Items from a dataset
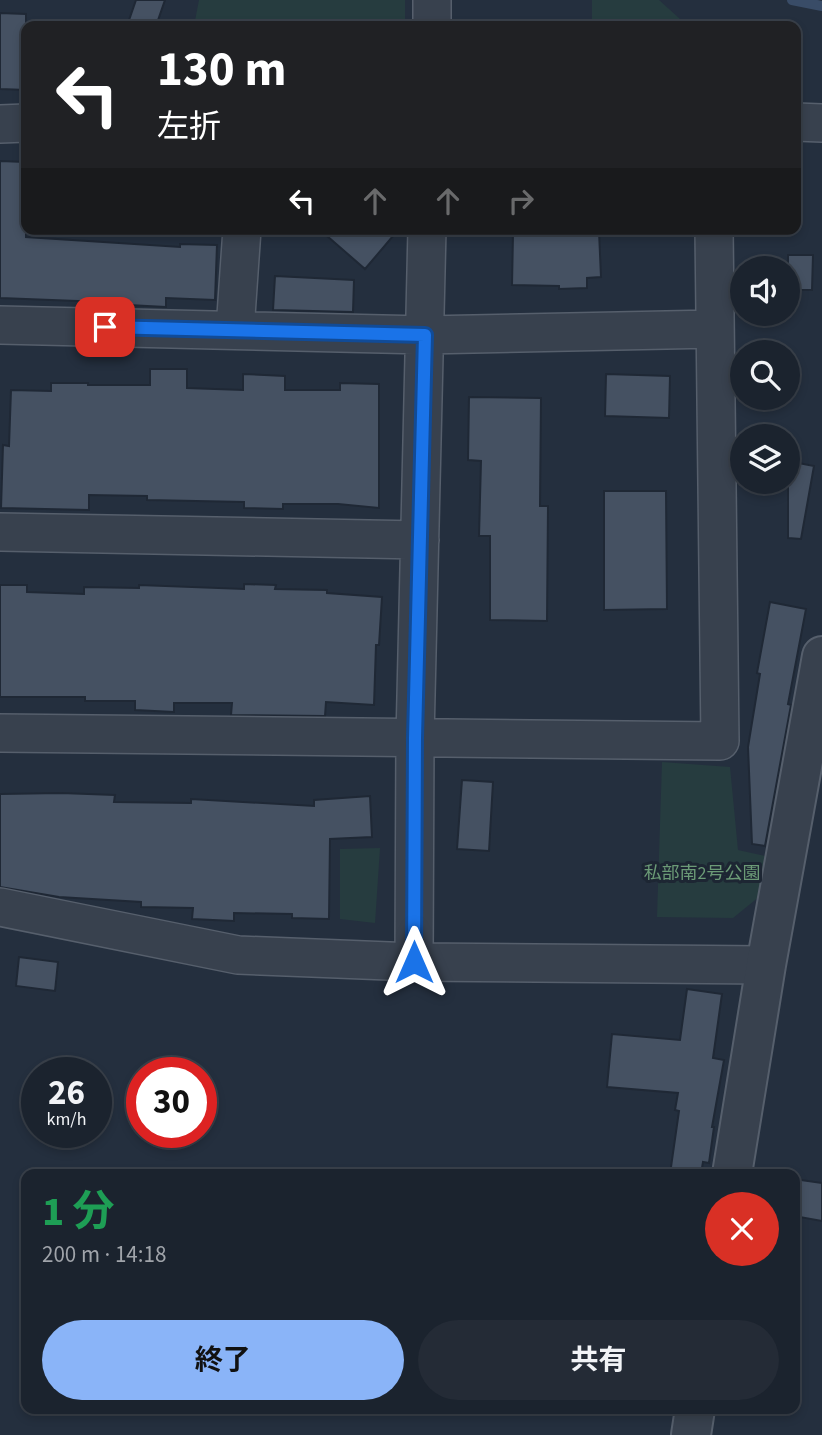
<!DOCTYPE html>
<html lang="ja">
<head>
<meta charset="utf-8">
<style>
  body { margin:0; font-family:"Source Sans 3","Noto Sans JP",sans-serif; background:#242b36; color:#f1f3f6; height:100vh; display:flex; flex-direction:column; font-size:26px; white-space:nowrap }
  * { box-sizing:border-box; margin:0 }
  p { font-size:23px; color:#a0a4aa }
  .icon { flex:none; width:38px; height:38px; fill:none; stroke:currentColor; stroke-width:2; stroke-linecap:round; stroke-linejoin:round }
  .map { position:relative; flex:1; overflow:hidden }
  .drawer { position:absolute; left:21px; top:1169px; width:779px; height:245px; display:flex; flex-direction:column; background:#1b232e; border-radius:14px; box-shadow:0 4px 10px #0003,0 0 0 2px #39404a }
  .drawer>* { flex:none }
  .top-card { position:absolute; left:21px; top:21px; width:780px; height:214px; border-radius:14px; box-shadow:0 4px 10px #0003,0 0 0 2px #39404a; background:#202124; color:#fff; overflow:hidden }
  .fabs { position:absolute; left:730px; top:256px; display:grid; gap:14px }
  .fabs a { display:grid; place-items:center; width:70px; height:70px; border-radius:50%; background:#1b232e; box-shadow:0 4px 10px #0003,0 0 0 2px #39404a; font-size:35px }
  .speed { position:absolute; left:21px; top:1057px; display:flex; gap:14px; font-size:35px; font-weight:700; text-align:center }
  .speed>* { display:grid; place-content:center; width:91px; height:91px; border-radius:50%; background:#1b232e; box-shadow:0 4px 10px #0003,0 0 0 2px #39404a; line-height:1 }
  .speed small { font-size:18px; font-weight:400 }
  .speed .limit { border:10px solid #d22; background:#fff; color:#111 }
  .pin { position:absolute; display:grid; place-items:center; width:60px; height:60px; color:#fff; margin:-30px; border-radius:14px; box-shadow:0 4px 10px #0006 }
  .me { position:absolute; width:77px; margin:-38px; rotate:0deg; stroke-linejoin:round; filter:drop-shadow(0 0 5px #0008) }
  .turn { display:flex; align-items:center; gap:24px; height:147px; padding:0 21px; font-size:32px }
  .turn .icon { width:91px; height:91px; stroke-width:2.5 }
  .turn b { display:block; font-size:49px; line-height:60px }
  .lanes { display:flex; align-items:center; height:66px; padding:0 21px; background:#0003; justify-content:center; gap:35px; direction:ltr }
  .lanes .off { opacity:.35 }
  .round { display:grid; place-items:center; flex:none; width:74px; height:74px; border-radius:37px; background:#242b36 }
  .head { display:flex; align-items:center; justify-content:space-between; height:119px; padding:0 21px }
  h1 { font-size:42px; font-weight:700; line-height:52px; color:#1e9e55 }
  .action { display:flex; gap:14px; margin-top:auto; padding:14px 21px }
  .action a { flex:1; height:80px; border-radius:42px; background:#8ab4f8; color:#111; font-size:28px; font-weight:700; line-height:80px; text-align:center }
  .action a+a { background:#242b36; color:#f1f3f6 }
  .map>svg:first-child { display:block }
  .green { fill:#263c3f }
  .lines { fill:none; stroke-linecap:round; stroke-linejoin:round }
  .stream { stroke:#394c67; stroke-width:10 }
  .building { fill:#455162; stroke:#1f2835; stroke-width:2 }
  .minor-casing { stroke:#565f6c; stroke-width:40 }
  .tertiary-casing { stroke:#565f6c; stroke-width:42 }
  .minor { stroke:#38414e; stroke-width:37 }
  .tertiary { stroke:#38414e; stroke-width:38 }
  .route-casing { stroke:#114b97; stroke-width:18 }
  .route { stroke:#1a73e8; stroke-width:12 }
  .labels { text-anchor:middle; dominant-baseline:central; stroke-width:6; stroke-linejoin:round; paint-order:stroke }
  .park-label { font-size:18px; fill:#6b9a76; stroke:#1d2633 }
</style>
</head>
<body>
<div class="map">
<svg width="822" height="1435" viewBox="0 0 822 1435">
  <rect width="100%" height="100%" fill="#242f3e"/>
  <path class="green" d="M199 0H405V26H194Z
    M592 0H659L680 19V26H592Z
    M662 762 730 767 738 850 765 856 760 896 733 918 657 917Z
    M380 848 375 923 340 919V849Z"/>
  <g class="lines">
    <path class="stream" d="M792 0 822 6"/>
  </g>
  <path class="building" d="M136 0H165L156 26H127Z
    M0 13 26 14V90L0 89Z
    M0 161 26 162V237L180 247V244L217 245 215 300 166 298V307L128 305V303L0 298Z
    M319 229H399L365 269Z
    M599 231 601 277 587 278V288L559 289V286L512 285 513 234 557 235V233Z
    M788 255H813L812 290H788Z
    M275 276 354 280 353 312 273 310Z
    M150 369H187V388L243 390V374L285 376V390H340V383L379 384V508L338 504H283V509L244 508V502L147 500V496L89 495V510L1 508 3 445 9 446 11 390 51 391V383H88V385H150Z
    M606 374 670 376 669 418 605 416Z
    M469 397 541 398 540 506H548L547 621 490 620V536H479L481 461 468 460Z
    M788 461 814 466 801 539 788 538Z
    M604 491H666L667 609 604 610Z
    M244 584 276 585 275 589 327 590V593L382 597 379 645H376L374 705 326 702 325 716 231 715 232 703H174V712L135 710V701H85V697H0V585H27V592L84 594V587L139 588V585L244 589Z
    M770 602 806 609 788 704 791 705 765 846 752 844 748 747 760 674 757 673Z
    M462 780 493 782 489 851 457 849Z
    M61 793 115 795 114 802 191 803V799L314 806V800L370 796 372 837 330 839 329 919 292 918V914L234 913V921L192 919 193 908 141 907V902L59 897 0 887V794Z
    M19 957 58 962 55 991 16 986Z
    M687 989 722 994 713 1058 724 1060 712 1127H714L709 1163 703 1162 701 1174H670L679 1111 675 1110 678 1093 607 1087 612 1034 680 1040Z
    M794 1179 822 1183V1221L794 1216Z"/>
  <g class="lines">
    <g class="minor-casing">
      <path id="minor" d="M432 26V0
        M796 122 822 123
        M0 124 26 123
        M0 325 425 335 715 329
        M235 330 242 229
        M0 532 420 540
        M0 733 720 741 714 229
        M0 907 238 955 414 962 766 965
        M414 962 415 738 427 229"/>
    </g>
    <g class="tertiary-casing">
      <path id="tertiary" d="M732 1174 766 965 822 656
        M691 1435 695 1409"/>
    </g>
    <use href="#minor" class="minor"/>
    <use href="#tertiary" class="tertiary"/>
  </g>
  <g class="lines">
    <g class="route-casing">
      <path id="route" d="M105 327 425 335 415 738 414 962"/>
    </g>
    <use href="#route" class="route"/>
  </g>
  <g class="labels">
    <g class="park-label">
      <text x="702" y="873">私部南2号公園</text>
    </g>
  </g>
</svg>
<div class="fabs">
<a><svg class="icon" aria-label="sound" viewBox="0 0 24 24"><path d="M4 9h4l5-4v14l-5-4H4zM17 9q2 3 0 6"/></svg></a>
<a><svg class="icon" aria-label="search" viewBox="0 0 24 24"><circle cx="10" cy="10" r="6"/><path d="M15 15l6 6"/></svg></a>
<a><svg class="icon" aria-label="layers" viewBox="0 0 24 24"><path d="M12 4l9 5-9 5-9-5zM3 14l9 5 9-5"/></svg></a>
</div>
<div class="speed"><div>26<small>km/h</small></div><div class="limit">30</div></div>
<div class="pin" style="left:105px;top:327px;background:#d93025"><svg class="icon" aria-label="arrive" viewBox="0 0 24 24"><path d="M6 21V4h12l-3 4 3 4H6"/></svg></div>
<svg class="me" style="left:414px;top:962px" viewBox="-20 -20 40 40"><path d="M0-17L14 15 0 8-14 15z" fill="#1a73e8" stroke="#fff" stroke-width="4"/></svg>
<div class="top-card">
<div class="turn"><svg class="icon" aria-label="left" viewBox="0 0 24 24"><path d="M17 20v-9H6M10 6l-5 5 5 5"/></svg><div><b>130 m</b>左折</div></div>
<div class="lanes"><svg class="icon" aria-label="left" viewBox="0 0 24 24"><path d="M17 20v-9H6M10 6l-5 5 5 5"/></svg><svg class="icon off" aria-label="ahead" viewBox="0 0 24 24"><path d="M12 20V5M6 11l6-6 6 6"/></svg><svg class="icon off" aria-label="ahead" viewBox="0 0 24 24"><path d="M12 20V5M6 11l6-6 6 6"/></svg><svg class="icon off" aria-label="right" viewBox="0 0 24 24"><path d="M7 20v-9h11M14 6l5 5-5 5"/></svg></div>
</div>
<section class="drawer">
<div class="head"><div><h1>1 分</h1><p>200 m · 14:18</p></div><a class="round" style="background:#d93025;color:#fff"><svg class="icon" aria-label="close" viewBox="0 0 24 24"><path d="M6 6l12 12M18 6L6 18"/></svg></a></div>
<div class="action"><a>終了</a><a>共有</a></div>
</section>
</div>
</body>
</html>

TASK DETAILS. Determine how many lines in the records above hold the word "fabs", and answer with that number only.

ANSWER SECTION. 3